4. Digitale Trainingsgemeinschaften und Hybrid-Modelle
Digitale Fitness-Communities wie Peloton boomen. Das wird sich auch nach Ende der Pandemie nicht entscheidend verändern. „Viele Kunden wollen Hybrid-Modelle als Kombination aus Online-Training und Einheiten zum Beispiel in Fitness-Studios. Die Branche muss entsprechende Angebote machen“, fordert Thiel.
5. Online wird immer mehr King
Viele Kunden sind in Pandemie-Zeiten auf Online-Käufe umgestiegen. Und auch das wird sich nach Ende der Pandemie nicht entscheidend ändern. Laut McKinsey dürften sich die Online-Verkäufe 2021 bei etwa 25 Prozent stabilisieren – das ist sechsmal höher als vor dem Auftauchen von Corona. Das bedeutet zugleich, dass der E-Commerce-Bereich noch mehr in das Zentrum der Businessmodelle von Firmen gerückt werden müssen.
6. Marketing: Influencer werden wichtiger
Auch das Marketing muss sich mehr auf die Veränderungen in der Kunden-Welt einstellen. Statt klassischem Advertising sollten Firmen verstärkt auf glaubwürdige Influencer setzen. Wie das funktioniert, kann man beispielsweise in China beobachten, wo Influencer größere Produkt-Mengen als gestandene Firmen verkaufen und selbst zur Marke werden. Hierzulande gilt es für Firmen zum Beispiel darum, Athleten zu finden, die innovative Produkte glaubwürdig präsentieren können.
7. Ladengeschäfte sind unter Druck, bleiben aber wichtig
Das klassische Retail-Geschäft gerät zunehmend unter Druck, bleibt aber ein wichtiger Teil des Omnichannel-Mix. „Hier ist es wichtig, jedem einzelnen Geschäft ein Purpose zu geben“, so Thiel.

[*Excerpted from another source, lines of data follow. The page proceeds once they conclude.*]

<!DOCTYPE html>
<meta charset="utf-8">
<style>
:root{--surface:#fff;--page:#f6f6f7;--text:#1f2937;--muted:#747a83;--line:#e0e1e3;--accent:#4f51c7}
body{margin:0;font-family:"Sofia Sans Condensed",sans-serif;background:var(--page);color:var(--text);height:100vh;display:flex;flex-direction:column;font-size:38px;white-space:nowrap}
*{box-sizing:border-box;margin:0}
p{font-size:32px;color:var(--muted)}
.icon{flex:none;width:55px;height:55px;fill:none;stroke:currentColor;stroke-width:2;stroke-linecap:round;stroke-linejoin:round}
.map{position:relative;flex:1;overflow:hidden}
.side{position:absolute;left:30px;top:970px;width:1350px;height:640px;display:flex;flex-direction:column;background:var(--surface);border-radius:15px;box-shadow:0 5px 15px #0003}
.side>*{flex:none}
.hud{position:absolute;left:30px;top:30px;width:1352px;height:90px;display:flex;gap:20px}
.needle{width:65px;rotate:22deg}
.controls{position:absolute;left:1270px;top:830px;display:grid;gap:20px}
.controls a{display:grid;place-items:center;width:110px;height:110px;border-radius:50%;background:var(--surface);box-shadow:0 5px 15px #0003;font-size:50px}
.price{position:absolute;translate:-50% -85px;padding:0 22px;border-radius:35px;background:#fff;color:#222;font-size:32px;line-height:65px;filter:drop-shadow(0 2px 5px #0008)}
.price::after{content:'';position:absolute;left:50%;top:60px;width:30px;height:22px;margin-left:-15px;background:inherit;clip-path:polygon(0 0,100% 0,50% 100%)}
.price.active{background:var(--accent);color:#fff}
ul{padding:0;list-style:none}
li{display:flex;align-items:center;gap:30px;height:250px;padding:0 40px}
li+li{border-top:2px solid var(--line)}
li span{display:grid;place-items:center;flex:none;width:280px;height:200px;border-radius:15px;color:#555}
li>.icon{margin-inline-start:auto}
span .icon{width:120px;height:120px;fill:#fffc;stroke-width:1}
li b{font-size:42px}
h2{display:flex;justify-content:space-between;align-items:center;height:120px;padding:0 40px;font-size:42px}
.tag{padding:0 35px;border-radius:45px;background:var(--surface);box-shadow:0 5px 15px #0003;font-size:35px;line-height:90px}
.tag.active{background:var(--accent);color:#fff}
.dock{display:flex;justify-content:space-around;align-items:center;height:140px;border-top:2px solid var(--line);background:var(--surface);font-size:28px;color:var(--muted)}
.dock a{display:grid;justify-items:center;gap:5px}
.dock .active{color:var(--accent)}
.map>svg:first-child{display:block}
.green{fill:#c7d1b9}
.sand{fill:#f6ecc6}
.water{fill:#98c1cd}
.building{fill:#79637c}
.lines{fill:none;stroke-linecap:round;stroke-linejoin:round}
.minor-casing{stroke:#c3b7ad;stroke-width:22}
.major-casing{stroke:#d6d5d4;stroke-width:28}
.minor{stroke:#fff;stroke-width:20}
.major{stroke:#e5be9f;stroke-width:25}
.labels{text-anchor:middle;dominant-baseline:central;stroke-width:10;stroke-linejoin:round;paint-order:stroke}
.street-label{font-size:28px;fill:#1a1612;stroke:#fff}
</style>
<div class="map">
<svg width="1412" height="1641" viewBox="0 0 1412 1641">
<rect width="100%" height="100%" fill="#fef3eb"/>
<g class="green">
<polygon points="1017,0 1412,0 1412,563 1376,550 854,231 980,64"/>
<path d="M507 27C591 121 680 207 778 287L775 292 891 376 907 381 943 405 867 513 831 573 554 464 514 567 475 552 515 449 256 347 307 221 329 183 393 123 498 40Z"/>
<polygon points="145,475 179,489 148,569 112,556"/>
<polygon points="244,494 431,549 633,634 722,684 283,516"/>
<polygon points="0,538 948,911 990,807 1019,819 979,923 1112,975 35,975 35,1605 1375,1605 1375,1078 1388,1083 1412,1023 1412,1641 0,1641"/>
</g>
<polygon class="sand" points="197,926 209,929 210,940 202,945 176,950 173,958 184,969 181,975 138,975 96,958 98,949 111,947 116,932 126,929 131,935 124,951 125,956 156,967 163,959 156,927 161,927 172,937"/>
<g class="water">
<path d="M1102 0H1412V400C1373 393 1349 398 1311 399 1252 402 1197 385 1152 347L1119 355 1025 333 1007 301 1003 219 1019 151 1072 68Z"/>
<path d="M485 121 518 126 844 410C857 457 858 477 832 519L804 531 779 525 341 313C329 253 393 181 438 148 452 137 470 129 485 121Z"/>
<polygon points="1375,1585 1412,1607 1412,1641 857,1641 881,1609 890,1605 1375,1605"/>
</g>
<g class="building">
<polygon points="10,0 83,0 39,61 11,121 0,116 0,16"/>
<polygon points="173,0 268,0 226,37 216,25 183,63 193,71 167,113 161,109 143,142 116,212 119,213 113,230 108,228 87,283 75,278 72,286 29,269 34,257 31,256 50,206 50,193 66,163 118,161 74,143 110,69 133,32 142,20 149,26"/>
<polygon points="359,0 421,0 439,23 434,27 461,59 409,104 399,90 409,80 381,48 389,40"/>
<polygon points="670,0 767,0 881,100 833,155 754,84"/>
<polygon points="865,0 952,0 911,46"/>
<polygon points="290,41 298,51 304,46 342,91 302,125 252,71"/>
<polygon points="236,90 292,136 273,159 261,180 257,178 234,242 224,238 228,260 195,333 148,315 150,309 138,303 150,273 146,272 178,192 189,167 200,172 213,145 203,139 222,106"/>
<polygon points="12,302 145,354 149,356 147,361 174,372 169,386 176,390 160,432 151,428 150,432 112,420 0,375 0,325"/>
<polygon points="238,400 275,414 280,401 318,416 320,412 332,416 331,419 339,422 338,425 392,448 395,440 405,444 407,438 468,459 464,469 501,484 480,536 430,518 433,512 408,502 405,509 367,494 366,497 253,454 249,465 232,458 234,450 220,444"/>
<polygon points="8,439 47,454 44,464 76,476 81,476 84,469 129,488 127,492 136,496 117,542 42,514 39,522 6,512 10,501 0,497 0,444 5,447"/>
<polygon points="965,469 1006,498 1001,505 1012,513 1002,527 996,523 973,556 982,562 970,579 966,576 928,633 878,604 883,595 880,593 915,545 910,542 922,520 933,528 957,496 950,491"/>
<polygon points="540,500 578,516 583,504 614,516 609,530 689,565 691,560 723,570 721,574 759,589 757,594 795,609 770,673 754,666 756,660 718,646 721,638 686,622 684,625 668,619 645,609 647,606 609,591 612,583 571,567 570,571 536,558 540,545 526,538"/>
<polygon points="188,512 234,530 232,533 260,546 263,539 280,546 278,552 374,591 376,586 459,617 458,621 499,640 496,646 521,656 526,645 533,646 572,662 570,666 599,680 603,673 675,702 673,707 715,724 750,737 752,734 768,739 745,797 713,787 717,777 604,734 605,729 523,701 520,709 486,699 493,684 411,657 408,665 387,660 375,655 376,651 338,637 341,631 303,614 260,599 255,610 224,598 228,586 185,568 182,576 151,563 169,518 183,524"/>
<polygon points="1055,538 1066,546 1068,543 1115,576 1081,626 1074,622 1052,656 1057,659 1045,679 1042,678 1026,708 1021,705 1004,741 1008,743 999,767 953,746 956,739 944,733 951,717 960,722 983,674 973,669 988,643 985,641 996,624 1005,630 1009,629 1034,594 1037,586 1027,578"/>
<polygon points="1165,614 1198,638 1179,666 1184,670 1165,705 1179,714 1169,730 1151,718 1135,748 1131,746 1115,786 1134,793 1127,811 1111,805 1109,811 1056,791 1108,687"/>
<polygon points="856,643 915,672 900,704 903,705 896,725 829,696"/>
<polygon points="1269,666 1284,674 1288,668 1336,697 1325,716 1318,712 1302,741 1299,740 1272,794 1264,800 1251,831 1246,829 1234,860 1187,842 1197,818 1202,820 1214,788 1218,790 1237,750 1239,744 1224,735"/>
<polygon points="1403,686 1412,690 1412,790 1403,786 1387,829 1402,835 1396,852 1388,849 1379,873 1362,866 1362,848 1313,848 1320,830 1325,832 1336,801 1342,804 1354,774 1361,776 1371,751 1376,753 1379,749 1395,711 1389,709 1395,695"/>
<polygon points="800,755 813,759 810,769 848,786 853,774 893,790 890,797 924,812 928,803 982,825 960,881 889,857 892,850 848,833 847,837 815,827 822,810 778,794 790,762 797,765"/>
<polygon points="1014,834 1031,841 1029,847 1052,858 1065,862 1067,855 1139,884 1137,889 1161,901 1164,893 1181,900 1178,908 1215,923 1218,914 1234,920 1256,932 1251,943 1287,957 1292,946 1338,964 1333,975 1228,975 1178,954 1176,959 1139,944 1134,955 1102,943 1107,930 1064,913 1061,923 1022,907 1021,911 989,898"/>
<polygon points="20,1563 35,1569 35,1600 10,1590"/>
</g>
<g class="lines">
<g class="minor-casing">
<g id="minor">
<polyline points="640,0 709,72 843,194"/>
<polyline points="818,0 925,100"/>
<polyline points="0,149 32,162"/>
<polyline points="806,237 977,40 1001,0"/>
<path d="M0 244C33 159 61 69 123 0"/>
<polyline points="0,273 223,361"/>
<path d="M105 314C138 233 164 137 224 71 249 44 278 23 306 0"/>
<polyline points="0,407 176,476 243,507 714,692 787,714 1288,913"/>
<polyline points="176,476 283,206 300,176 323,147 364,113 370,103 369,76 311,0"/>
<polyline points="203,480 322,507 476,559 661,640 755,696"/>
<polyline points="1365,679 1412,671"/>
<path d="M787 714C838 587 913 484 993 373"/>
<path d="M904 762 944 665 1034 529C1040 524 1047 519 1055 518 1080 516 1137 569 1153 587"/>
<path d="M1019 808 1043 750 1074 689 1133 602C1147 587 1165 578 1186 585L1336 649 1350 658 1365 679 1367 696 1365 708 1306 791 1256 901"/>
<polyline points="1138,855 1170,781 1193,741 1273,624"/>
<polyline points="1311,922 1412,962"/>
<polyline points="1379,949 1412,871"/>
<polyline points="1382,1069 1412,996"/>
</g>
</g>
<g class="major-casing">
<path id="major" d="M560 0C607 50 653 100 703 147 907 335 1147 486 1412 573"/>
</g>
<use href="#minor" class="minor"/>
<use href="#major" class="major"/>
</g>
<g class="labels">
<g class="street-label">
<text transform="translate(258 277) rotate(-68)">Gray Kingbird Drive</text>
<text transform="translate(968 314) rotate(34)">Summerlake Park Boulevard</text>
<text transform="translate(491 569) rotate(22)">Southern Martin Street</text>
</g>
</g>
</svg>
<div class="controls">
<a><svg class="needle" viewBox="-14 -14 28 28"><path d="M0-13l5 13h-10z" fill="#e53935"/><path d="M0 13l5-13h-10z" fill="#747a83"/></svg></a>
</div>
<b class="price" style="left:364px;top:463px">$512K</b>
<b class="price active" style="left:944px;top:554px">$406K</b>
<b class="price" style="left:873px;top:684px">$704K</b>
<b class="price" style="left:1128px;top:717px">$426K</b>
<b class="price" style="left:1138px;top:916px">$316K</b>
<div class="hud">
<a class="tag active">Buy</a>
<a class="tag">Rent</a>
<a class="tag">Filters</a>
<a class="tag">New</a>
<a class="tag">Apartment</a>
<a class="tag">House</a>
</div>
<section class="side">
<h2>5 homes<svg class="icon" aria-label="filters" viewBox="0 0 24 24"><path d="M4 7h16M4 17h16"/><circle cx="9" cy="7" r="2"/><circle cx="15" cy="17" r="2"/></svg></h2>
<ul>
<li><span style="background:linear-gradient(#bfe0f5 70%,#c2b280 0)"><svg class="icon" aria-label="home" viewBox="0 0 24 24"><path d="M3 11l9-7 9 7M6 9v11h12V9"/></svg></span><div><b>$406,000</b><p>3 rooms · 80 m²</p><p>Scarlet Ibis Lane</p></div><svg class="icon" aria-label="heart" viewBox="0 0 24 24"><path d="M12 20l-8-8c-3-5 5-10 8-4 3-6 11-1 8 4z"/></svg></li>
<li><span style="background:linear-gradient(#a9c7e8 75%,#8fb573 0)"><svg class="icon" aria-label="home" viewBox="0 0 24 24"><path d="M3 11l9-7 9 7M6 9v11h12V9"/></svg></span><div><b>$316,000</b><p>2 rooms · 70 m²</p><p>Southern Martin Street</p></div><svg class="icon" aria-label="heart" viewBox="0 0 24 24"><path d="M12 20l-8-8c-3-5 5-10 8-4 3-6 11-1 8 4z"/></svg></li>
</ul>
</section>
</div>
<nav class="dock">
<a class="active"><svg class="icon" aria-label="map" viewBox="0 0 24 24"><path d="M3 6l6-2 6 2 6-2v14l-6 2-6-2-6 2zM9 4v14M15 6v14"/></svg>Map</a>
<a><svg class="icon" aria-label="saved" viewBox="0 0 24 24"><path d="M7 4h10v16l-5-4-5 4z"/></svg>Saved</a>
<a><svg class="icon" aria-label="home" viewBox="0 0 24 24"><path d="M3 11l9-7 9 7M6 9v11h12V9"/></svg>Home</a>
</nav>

Also nicht lieblos Waren zu präsentieren, sondern den Kunden ein einzigartiges Erlebnis zu bieten.
8. Lieferketten müssen flexibler werden
Die Nachfrage-Zyklen werden kürzer, vor allem Online-Kunden erwarten eine möglichst schnelle Belieferung. Das bedeutet, dass Lieferketten flexibler und agiler werden müssen. „Man muss sich deshalb überlegen, ob man nicht lieber in der Nähe produziert und wie man das Lager managt“, sagt Thiel. Die Änderungen in diesem Bereich werden nach seiner Meinung nach dramatisch sein – wie bei vielen anderen Kernthemen auch.
„Da ist ein neues Level der Veränderung gefragt. Und das bedarf auch einer kulturellen Transformation in jeder Firma“, sagt Thiel. Nach seiner Meinung seien große Player auf dem Weg dahin schon ein gutes Stück vorangekommen, während vor allem kleinere Firmen Probleme hätten. Gewinner, so fasst Mc Kinsey in seiner Studie zusammen, müssten folgende Voraussetzungen erfüllen: Starke Präsenz in wichtigen Wachstumssegmenten, ein exzellentes Online-Business-Modell, direkte Vernetzung mit den Kunden über (Online)-Communities, ein zielgerichtetes Modell für jeden stationären Shop, nachhaltige Produkte, agile Lieferketten, optimiertes Marketing für digitale Kanäle und eine jederzeit flexible Planung sowie Budgetgestaltung.